All the while, the central bank has to avoid signalling to markets that it was either done with its hiking cycle or likely to overtighten such that a negative feedback loop would be generated. Ultimately, the Monetary Policy Committee played it safe, unanimously voting for the first time since late 2021 to hike the policy rate by 50bps to 8.25%. At first, the decision was sufficient to quell downward pressures on the rand, keeping USDZAR below the upper bound of its recent range. But as the press conference wore on and investors began to lose confidence in the SARB’s ability to walk this very fine line to improve South Africa’s economic fundamentals, USDZAR broke out to the upside to hit fresh all-time highs with a move of over 2% on the day.
SARB signals further policy tightening, although the magnitude is hard to determine in advance
Governor Kganyago stated within the press conference today that the policy rate has “only just become restrictive”, suggesting that further tightening is likely in store, especially as upside risks to the central bank’s inflation forecasts have already materialised. While the SARB did in fact upgrade its headline CPI forecast for this year and next from 6% and 4.9% to 6.2% and 5.1% respectively, these forecasts were conditioned on a USDZAR rate that was some 4% below the pre-announcement level. Now, the exchange rate is some 5.5% weaker than where the SARB had conditioned its inflation forecasts, suggesting that all else equal, headline inflation is likely to be higher. The primary driver of this is likely to be from higher food price inflation, which the SARB had already revised up from 9.9% and 4.5% in 2023 and 2024 to 10.8% and 5%, owing to a weaker rand.
USDZAR breaks out of recent range to hit fresh all-time highs. At its post-meeting high, the rand was nearly 6% weaker than the level the SARB conditioned its inflation forecasts
With the central bank estimating that the neutral rate of interest is around 2.5% in real terms, a repo rate at 8.25% and a projected year-end inflation rate of 6.2% suggests that policy is at the lower end of a conservative estimate of neutral.
This was explicitly outlined by MPC members within the press conference. By doing so, this analysis validated expectations of further rate hikes by market participants. In fact, the year-end interest rate priced into forward rate agreements rose some 4bps further above 9%.
Despite the hawkish tones from the SARB and the impact that was having on South African rates, investors remained unpersuaded to pile back into the South African rand. This is understandable given the significant idiosyncratic risks that are currently hampering growth and are likely to weigh further on South Africa’s external financing needs. While this wasn’t necessarily reflected in the SARB’s growth estimate for this year, which was revised back up from 0.2% to January’s projection of 0.3% and is in our view on the more optimistic side of the spectrum, it was reflected in the Bank’s projections for the current account. Low export growth due in part to logistical restrictions amongst other factors and deteriorating terms of trade is expected to widen South Africa’s current account deficit to beyond 3% from next year. This is only expected to deteriorate further under continued supply-side strains and further depreciation in the rand.
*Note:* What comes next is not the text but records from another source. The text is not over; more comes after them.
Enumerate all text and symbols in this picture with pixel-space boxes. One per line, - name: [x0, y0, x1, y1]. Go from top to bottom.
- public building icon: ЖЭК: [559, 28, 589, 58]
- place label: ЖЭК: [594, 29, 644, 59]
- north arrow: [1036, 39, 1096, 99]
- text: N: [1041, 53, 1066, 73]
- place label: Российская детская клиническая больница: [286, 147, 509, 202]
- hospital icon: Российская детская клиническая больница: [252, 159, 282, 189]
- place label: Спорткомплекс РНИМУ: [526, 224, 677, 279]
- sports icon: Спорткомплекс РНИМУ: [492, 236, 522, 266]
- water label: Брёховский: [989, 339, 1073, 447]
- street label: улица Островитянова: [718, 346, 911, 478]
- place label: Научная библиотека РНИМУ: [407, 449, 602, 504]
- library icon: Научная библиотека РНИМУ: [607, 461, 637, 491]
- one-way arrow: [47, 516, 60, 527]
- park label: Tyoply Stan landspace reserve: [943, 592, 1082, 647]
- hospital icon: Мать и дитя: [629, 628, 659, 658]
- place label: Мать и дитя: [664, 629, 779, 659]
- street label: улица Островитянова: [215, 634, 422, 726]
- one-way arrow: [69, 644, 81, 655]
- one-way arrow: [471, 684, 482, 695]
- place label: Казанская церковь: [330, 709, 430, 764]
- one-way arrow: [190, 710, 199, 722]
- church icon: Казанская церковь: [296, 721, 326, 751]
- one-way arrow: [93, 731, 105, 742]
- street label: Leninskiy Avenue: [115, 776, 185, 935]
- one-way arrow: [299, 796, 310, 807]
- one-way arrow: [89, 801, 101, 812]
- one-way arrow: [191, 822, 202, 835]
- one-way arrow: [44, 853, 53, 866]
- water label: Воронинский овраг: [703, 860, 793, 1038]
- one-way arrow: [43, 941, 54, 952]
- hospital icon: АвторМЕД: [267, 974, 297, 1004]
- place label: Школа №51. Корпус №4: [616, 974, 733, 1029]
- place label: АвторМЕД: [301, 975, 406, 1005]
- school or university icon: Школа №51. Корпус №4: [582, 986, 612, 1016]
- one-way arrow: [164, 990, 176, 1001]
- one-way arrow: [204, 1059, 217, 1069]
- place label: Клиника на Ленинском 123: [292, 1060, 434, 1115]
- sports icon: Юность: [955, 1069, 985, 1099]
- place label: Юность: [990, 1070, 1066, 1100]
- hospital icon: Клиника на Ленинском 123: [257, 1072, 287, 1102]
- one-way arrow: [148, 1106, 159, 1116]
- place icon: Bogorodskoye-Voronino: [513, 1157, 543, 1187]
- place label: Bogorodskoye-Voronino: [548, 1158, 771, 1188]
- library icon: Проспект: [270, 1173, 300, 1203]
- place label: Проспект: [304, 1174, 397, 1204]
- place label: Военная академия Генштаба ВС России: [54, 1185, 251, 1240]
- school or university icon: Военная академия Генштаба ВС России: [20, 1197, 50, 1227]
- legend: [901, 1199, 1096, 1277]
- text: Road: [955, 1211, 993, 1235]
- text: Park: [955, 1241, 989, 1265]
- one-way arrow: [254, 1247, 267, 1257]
The difficulty the South African Reserve Bank now faces is that the market no longer has confidence in its ability to improve the country’s investment outlook or to stem pressure on the rand.
Not only is this visible in the hawkish repricing of South African market interest rates and the corresponding slide in the rand, but the surge in 1-month USDZAR risk reversals. At 3.18, options markets are now skewed the most since the onset of the pandemic towards expecting further rand weakness. In the weeks ahead, all eyes will now be on the government and its ability to alleviate the idiosyncratic pressures that face the South African economy. Namely, the pressure on the national electricity grid as seasonal electricity usage is set to soar. On that topic, markets continue to await the announcement of who will take the vacant seat at the helm of Eskom after more than three months since Andre Marinus de Ruyter mutually agreed to resign.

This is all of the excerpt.